A Pacemaker for the Brain

Deep brain stimulation implant showed promise for Alzheimer's treatment

(RxWiki News) Researchers are testing a new device that has shown promise in slowing some of the declines tied to Alzheimer's disease. They detailed their progress in a new study.

The researchers who developed this "brain pacemaker" inserted electrical wires into the brains of three patients with Alzheimer's. They wanted to see if the electrical impulses from these wires could help improve cognitive, functional or behavioral abilities in the study participants.

They found that the device may slow the declines tied to Alzheimer's disease. They described one patient who wasn't able to prepare meals when she entered the study. After two years, she could prepare meals, these researchers said. They noted that all three patients showed improvements after treatment.

The study authors pointed out that this deep brain stimulation technology has already been used to treat patients with Parkinson's disease. They also noted that, while most research into Alzheimer's disease seeks to address memory issues, this technology could help slow some of the other functional and cognitive declines tied to this chronic and progressive form of dementia.

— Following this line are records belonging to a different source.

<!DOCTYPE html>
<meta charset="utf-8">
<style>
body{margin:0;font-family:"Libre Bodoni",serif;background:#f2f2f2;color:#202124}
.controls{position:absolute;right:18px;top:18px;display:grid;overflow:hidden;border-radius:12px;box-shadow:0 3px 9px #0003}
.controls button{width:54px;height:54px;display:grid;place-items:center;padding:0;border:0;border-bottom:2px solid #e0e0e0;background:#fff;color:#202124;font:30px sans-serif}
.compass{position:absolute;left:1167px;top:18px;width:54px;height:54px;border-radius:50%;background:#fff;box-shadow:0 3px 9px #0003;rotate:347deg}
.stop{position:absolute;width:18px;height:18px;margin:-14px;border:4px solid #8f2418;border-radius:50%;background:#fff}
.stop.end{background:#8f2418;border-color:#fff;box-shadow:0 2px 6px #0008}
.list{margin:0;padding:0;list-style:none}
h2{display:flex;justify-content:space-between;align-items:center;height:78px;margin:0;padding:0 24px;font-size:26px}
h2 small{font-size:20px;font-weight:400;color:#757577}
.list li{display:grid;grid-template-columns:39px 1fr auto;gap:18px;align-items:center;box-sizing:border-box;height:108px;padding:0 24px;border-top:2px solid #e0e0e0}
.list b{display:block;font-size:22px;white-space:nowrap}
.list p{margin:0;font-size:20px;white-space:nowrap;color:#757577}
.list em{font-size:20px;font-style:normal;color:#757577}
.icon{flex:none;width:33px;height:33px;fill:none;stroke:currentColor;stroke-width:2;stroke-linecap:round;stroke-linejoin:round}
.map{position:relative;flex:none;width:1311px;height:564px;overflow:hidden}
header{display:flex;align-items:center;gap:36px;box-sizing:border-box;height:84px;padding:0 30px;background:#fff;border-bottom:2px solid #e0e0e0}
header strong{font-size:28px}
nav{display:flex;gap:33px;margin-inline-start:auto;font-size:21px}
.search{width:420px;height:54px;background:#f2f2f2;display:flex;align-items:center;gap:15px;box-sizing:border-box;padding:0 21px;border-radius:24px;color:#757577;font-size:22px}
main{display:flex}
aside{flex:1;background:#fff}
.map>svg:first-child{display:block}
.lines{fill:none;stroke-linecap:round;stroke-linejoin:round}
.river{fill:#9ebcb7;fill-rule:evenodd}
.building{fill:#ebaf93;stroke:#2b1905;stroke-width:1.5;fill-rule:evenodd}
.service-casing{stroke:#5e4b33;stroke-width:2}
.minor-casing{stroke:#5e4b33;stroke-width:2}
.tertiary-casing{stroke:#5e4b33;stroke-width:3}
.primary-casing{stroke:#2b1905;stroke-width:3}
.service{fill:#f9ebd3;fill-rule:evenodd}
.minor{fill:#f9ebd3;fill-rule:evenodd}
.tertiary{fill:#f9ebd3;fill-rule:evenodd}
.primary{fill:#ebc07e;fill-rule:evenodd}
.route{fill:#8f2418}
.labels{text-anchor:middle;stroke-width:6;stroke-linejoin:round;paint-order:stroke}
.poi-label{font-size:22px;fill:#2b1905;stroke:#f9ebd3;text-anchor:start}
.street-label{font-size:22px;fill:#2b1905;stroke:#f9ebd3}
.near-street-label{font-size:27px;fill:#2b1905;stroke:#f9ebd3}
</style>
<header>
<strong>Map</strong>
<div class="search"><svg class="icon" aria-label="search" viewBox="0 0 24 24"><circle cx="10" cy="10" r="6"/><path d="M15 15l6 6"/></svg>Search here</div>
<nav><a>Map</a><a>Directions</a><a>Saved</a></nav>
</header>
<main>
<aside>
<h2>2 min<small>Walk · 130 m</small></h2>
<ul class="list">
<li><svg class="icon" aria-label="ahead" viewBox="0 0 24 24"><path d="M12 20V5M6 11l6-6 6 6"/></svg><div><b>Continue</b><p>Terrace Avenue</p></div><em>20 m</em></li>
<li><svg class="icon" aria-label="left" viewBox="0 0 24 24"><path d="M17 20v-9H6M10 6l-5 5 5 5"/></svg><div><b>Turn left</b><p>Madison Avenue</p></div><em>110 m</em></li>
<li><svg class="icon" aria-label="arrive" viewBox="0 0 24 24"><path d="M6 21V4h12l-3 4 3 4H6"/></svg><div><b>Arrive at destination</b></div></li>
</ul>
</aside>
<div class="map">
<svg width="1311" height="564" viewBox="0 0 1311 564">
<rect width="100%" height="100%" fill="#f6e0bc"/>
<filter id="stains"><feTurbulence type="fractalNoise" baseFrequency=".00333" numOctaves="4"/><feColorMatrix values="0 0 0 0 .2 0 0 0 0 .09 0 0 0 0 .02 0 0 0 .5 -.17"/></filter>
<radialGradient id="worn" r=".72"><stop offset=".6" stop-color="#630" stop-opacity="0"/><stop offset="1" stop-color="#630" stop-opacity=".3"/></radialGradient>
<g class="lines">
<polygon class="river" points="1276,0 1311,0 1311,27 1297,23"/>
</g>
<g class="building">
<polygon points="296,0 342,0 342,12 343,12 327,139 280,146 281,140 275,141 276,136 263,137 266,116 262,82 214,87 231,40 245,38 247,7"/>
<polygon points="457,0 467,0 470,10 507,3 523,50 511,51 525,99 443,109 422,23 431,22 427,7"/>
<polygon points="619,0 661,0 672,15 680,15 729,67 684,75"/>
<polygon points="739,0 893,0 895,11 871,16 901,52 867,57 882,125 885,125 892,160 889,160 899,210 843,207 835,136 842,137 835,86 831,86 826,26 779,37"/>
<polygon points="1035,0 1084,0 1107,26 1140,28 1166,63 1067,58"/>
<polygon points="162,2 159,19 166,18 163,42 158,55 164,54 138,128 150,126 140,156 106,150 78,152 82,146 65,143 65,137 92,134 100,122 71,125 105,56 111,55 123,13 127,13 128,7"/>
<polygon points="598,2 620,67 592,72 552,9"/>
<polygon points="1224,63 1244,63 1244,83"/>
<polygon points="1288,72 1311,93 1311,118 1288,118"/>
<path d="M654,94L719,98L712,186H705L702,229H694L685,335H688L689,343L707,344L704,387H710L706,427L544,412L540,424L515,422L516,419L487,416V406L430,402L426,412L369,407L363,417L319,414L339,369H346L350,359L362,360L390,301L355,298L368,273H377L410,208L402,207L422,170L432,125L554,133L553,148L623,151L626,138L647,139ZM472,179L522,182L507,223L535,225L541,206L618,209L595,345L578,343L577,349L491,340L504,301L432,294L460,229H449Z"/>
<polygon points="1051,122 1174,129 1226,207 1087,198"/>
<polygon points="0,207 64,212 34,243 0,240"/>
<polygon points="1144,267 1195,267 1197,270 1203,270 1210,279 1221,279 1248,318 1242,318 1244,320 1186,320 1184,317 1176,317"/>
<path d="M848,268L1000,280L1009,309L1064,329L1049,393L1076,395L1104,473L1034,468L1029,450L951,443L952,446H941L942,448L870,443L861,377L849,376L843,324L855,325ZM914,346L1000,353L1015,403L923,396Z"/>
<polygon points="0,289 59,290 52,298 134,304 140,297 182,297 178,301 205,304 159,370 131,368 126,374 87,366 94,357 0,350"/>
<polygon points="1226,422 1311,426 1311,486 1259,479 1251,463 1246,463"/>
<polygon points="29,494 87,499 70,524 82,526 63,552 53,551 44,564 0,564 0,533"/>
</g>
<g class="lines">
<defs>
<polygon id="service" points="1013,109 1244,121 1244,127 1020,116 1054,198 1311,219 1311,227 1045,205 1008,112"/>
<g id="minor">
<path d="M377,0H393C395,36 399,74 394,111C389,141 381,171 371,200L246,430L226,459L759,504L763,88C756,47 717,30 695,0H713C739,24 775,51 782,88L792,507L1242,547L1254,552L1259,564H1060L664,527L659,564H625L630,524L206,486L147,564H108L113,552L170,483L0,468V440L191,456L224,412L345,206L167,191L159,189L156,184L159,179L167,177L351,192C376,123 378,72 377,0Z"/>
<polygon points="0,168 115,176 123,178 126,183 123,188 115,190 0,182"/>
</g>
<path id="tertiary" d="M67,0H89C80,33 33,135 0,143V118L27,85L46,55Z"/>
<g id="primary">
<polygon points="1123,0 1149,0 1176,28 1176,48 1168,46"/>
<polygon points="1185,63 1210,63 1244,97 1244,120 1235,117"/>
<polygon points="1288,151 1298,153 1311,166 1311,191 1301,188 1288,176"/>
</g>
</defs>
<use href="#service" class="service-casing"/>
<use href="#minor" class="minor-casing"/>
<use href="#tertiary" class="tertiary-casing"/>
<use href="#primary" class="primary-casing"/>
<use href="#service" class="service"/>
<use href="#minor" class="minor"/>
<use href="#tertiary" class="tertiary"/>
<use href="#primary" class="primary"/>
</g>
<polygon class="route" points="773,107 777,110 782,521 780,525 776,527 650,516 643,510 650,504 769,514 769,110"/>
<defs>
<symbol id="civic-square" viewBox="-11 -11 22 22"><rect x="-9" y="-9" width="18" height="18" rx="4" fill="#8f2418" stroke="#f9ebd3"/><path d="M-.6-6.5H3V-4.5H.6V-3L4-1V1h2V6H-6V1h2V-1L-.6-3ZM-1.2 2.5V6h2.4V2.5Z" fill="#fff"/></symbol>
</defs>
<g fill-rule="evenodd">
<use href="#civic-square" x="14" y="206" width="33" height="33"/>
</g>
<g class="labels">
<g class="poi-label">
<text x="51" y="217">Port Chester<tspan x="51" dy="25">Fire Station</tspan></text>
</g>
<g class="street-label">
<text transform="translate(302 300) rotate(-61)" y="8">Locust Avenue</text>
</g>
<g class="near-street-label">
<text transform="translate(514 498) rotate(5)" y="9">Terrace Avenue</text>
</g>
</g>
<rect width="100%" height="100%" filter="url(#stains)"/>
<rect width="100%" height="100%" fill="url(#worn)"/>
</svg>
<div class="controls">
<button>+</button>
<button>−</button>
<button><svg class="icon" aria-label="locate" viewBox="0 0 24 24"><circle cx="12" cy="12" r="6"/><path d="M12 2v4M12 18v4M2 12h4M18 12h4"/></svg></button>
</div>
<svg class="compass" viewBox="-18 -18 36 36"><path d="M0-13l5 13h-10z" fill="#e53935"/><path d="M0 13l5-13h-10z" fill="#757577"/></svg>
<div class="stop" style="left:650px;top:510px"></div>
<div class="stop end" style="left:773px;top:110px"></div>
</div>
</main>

This research is in its very early stages, and a study size of three patients is not large enough to draw definitive conclusions. If you are concerned about Alzheimer's disease, speak with your health care provider.

This study was published in the Journal of Alzheimer's Disease.

The Ohio State University Center for Neuromodulation, Wright Center of Innovation in Biomedical Imaging and others funded this research. One study author disclosed a patent tied to the technology used in this research.